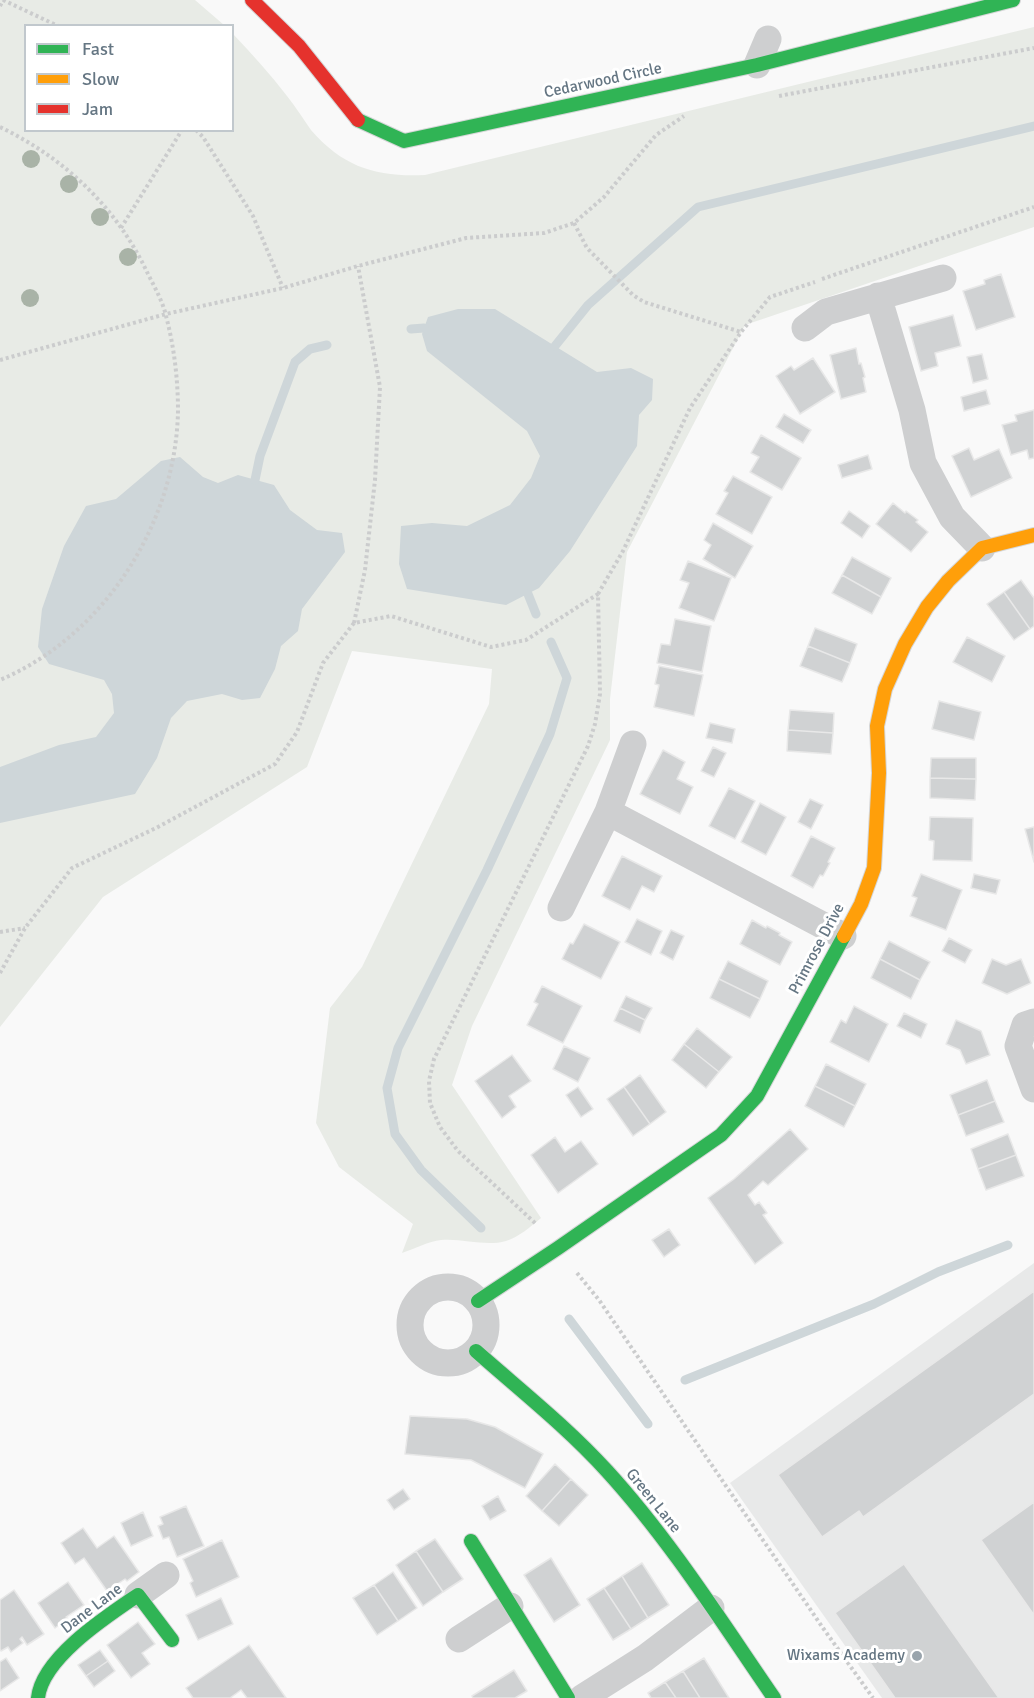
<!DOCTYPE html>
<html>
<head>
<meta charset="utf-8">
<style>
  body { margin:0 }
  #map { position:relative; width:1034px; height:1698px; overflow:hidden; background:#f9f9f9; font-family:Signika,sans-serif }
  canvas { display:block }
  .legend { position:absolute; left:24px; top:24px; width:210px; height:108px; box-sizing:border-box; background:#fff; border:2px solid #c1c8cd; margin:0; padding:8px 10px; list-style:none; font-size:18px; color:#657683 }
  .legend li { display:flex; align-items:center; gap:12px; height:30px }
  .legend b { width:30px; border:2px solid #c1c8cd }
</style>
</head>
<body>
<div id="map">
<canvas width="1034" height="1698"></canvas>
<ul class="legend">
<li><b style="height:8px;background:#30b455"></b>Fast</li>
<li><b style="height:8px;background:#ff9f0a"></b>Slow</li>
<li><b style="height:8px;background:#e5322d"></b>Jam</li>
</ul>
</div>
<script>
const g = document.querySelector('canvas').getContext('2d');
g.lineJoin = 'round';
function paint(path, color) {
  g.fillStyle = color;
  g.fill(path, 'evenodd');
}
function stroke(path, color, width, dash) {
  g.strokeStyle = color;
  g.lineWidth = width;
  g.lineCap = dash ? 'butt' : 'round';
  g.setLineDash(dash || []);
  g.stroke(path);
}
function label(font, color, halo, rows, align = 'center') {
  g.font = font + ' Signika,sans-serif';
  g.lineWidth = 6;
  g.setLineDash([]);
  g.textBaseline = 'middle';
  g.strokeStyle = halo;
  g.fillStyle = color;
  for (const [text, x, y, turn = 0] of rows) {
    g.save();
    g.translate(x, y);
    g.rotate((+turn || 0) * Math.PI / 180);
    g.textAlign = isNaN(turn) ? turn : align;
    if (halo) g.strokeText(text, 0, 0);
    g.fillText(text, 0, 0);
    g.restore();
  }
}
paint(new Path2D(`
  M1034,1263v435h-152l-152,-215z`), '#e8e9e9');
paint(new Path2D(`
  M0,0h195l29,25 -198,1v104h206l1,-96c19,20 37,40 54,62 9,11 16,23 24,34 33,38 66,47 114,45l609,-148v200l-289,98 -118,227 -17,147v41l-138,286 -20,59 89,133c-11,9 -22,19 -35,23 -21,6 -43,-3 -65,-1 -12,1 -27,9 -39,13l11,-29 -74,-57 -23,-44 14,-115 32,-41 127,-263 3,-35 -140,-18 -45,116 -204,130 -103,130z`), '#e8ebe6');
paint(new Path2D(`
  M458,309h37l102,63 34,-4 22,11 -1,21 -13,15 -2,31 -67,105 -31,37 -33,17 -99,-16 -8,-25 2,-38 31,-3 35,3 43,-21 21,-27 9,-22 -13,-25 -100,-80 -5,-17 6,-17z
  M180,457l23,20 15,6 20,-8 36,10 16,25 27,20 25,3 3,19 -43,57 -4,22 -17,15 -6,23 -15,29 -18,2 -20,-6 -35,7 -16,17 -14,40 -22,36 -135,29v-56l59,-22 37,-8 18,-24 -2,-19 -8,-14 -55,-16 -11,-17 4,-38 22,-63 22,-40 30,-7 45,-38z`), '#ced6d9');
stroke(new Path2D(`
  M411,329l13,-1
  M555,346l33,-41 110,-98 336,-81
  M255,480l5,-24 35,-94 15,-13 17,-4
  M528,594l8,20
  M481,1228l-60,-58 -26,-36 -8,-46 11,-40 89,-178 63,-136 17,-56 -16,-36
  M569,1319l79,105
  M685,1380l189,-76 64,-32 70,-27`), '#ced6d9', 9);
const building = new Path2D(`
  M1001,274l14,43 -39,13 -13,-39 22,-7 -1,-4z
  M953,315l8,31 -26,7 3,13 -17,5 -12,-44z
  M856,348l3,16 2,-1 4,14 -2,1 3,14 -25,7 -11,-44z
  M982,354l6,25 -15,4 -6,-26z
  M813,358l22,34 -35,22 -24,-38 15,-10 3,4z
  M986,390l4,14 -26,7 -3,-14z
  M1034,410v48l-5,1 -2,-9 -16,5 -9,-30 15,-4 -2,-6z
  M784,414l27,16 -8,13 -27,-16z
  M761,435l40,23 -19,32 -32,-18 9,-15 -8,-4z
  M969,448l5,12 25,-11 13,29 -41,19 -19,-41z
  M868,455l4,14 -30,9 -4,-13z
  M733,476l39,21 -20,37 -36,-20 12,-21 -4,-2z
  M893,503l12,10 1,-2 12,9 -2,2 12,10 -17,20 -35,-28z
  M849,511l21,15 -8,12 -21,-15z
  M713,523l40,23 -18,32 -32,-19 8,-14 -7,-5z
  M852,557l39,21 -10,19 -39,-22z
  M688,561l43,17 -17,43 -35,-13 10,-25 -9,-3z
  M842,575l39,22 -9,17 -40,-21z
  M1021,580l13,18v28l-4,3 -26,-37z
  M1004,592l26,37 -16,11 -27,-36z
  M675,619l36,7 -9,46 -45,-9 4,-19 9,1z
  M815,628l42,16 -7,19 -42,-17z
  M967,637l38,19 -13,26 -39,-20z
  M808,646l42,17 -8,19 -42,-16z
  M659,666l44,9 -9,41 -40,-9 5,-22 -4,-1z
  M939,701l42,11 -7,28 -42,-11z
  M790,710l44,3 -1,20 -45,-3z
  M710,723l25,6 -3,14 -26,-5z
  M788,730l45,3 -2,21 -44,-3z
  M713,747l13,6 -12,24 -13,-6z
  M663,750l22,12 -8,17 16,8 -13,27 -40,-20z
  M931,758h45v21l-46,-1z
  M930,778l46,1 -1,21 -45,-2z
  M729,788l26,13 -20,38 -26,-13z
  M810,799l13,6 -12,24 -13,-7z
  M760,803l26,14 -20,38 -25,-13z
  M930,817l43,1 -1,43 -39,-1 1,-19 -5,-1z
  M1034,827v35l-9,-33z
  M811,836l24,12 -7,14 2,1 -7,13 -3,-1 -7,13 -22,-12z
  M622,856l40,20 -8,16 -12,-6 -12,24 -28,-14z
  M921,874l41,16 -16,40 -36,-14 7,-18 -5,-2z
  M974,874l26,6 -4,14 -25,-6z
  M637,919l25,12 -11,24 -26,-13z
  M752,920l14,8 1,-2 13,7 -1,2 13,7 -12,23 -40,-21z
  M584,924l36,18 -19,37 -39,-20 8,-16 3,1z
  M671,930l13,6 -11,24 -13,-7z
  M949,938l23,12 -7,13 -23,-12z
  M889,941l41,21 -10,18 -40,-21z
  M880,959l40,21 -9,19 -40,-21z
  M992,959l14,6 15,-6 10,24 -24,11 -25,-11z
  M728,961l40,20 -8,18 -41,-20z
  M719,979l41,20 -10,19 -40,-20z
  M542,986l40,20 -19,37 -36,-18 11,-21 -4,-2z
  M626,996l26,12 -7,12 -25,-12z
  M854,1006l34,18 -19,38 -39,-20 11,-22 5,3z
  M620,1008l25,12 -5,13 -26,-12z
  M904,1013l23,11 -6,14 -24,-12z
  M956,1020l25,11 9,24 -24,9 -6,-14 -14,-6z
  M697,1028l35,29 -13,15 -35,-28z
  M684,1044l35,28 -13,16 -34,-28z
  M564,1046l26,12 -12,24 -25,-13z
  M512,1055l19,26 -22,15 7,11 -14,11 -27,-37z
  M826,1064l40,20 -11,22 -40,-20z
  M640,1075l26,37 -16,12 -26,-37z
  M987,1080l8,21 -37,14 -8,-20z
  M815,1086l40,20 -11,21 -39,-21z
  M578,1087l15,22 -12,8 -15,-22z
  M624,1087l26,37 -17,12 -26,-37z
  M995,1101l9,21 -38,14 -8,-21z
  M790,1129l18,20 -40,36 -5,-4 -15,14 7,10 4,-3 8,11 -4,2 20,28 -28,21 -47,-66 26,-19z
  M1008,1134l8,21 -38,14 -7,-20z
  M555,1137l10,15 16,-11 17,23 -40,29 -27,-38z
  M1016,1155l8,21 -38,14 -8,-21z
  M669,1229l11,16 -16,12 -12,-17z
  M1034,1291v103l-171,123 -4,-6 -37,26 -44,-62z
  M410,1416l57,3 28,8 48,27 -18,34 -54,-28 -66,-6z
  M555,1464l16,15 -29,32 -16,-15z
  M571,1479l17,16 -29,31 -17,-15z
  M403,1489l7,10 -16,11 -7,-10z
  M498,1496l8,15 -16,9 -8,-14z
  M1034,1502v113l-53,-75z
  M186,1506l18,40 -27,11 -8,-20 -6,2 -5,-13 5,-2 -3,-7z
  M143,1512l10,24 -22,10 -10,-23z
  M83,1528l14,20 17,-12 25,36 -12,9 -2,-2 -18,12 -23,-33 -9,6 -14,-21z
  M435,1539l28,40 -20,13 -27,-41z
  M222,1540l17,37 -43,20 -6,-14 3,-2 -10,-22z
  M416,1551l27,41 -20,14 -27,-41z
  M551,1558l29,47 -26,17 -30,-47z
  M642,1563l27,42 -21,13 -26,-42z
  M904,1564l95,134h-104l-60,-85z
  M393,1572l24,36 -19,13 -24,-36z
  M622,1576l26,42 -17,11 -27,-41z
  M68,1582l16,23 -18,12 2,2 -13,9 -17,-25z
  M374,1585l24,36 -21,14 -24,-37z
  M604,1588l27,41 -18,11 -26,-41z
  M14,1590l30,44 -17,11 -5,-8 -2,2 3,4 -12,9 -3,-5 -7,4 -1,-2v-49z
  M221,1598l12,26 -35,16 -12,-25z
  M138,1622l17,22 -13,9 8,11 -19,14 -24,-33z
  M249,1645l37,53h-39l-6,-8 -11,8h-37l-7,-10z
  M100,1650l8,11 -22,15 -8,-11z
  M6,1658l13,20 -19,13v-29z
  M704,1658l25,40h-29l-17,-27z
  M108,1661l7,10 -21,16 -8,-11z
  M514,1670l13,21 -12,7h-42l-1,-2z
  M683,1671l17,27h-24l-11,-16z
  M665,1682l11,16h-25l-3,-5z`);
paint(building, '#d0d2d3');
stroke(building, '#e8e8e8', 1.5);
const fast = new Path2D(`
  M358,120l46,21 353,-76 256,-65
  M478,1301l80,-53 163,-113 36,-39 87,-160
  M476,1351c44,39 91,76 131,120 63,69 114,150 167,227
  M471,1541l97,157
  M38,1698c4,-40 69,-82 100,-103l34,45`);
const slow = new Path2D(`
  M844,936l17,-32 13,-36 5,-95 -2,-47 8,-37 20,-45 22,-37 21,-26 34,-33 52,-13`);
const jam = new Path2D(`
  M252,0l47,46 59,74`);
stroke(fast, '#d5d6d7', 16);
stroke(slow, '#d5d6d7', 16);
stroke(jam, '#d5d6d7', 16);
stroke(new Path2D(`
  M3,0l55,26
  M0,6l3,-6
  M779,96l255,-48
  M0,127c66,32 117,81 148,147 7,14 15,28 18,42 8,30 12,63 12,95 -2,112 -74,225 -178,269
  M196,130l7,7 50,79 30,72
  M574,223l13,25 46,47 11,7 97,30
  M121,228l61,-98
  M822,279l212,-72
  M0,360l166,-46 117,-26 75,-22 108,-28 78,-5 30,-10 30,-26 52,-62 28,-19
  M598,594l25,-43 67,-143 51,-76 29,-35 45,-15
  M354,623l11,-53 10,-90 5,-93 -22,-121
  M0,932l25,-4
  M0,973l25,-45 47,-60 84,-40 119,-64 22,-32 26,-69 31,-40 37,-7 100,31 35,-7 72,-46 2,100 -5,30 -7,22 -154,313 -5,22 1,22 10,24 18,24 78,73
  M577,1273l22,27 224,328 50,70`), '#cbcccd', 4, [3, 3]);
stroke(new Path2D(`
  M757,65l11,-26
  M878,296l34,114 11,53 29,54 30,31
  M805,328l21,-16 117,-34
  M608,812l235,124
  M561,908l47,-96 25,-68
  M1034,1022l-9,3 -7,21 16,43
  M410 1325a38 38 0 1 1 76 0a38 38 0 1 1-76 0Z
  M138,1595l28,-20
  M459,1639l51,-33
  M582,1698l63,-40 66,-50`), '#cecfd0', 27);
stroke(fast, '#30b455', 14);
stroke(slow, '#ff9f0a', 14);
stroke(jam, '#e5322d', 14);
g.fillStyle = '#a9b3a7';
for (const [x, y] of [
  [31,159],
  [69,184],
  [100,217],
  [128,257],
  [30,298]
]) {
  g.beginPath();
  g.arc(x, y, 9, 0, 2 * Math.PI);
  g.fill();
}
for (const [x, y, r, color] of [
  [917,1656,6,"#99a4ac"]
]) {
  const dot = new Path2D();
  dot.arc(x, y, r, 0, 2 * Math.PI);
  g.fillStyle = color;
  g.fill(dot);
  stroke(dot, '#fff', 2);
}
label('16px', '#657683', '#fff', [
  ["Cedarwood Circle",603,81,-12],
  ["Primrose Drive",817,949,-62],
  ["Green Lane",653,1501,51],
  ["Dane Lane",92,1609,-37]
]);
label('16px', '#657683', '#fff', [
  ["Wixams Academy",905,1656]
], 'right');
</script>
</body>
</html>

————

Description of the task:
Retype the portion of the data above that starts on the line with "M138,1622l17,22 -13,9 8,11 -19,14 -24,-33z" and finishes on the line with "M878,296l34,114 11,53 29,54 30,31", including both of those lines.

Answer below:
  M138,1622l17,22 -13,9 8,11 -19,14 -24,-33z
  M249,1645l37,53h-39l-6,-8 -11,8h-37l-7,-10z
  M100,1650l8,11 -22,15 -8,-11z
  M6,1658l13,20 -19,13v-29z
  M704,1658l25,40h-29l-17,-27z
  M108,1661l7,10 -21,16 -8,-11z
  M514,1670l13,21 -12,7h-42l-1,-2z
  M683,1671l17,27h-24l-11,-16z
  M665,1682l11,16h-25l-3,-5z`);
paint(building, '#d0d2d3');
stroke(building, '#e8e8e8', 1.5);
const fast = new Path2D(`
  M358,120l46,21 353,-76 256,-65
  M478,1301l80,-53 163,-113 36,-39 87,-160
  M476,1351c44,39 91,76 131,120 63,69 114,150 167,227
  M471,1541l97,157
  M38,1698c4,-40 69,-82 100,-103l34,45`);
const slow = new Path2D(`
  M844,936l17,-32 13,-36 5,-95 -2,-47 8,-37 20,-45 22,-37 21,-26 34,-33 52,-13`);
const jam = new Path2D(`
  M252,0l47,46 59,74`);
stroke(fast, '#d5d6d7', 16);
stroke(slow, '#d5d6d7', 16);
stroke(jam, '#d5d6d7', 16);
stroke(new Path2D(`
  M3,0l55,26
  M0,6l3,-6
  M779,96l255,-48
  M0,127c66,32 117,81 148,147 7,14 15,28 18,42 8,30 12,63 12,95 -2,112 -74,225 -178,269
  M196,130l7,7 50,79 30,72
  M574,223l13,25 46,47 11,7 97,30
  M121,228l61,-98
  M822,279l212,-72
  M0,360l166,-46 117,-26 75,-22 108,-28 78,-5 30,-10 30,-26 52,-62 28,-19
  M598,594l25,-43 67,-143 51,-76 29,-35 45,-15
  M354,623l11,-53 10,-90 5,-93 -22,-121
  M0,932l25,-4
  M0,973l25,-45 47,-60 84,-40 119,-64 22,-32 26,-69 31,-40 37,-7 100,31 35,-7 72,-46 2,100 -5,30 -7,22 -154,313 -5,22 1,22 10,24 18,24 78,73
  M577,1273l22,27 224,328 50,70`), '#cbcccd', 4, [3, 3]);
stroke(new Path2D(`
  M757,65l11,-26
  M878,296l34,114 11,53 29,54 30,31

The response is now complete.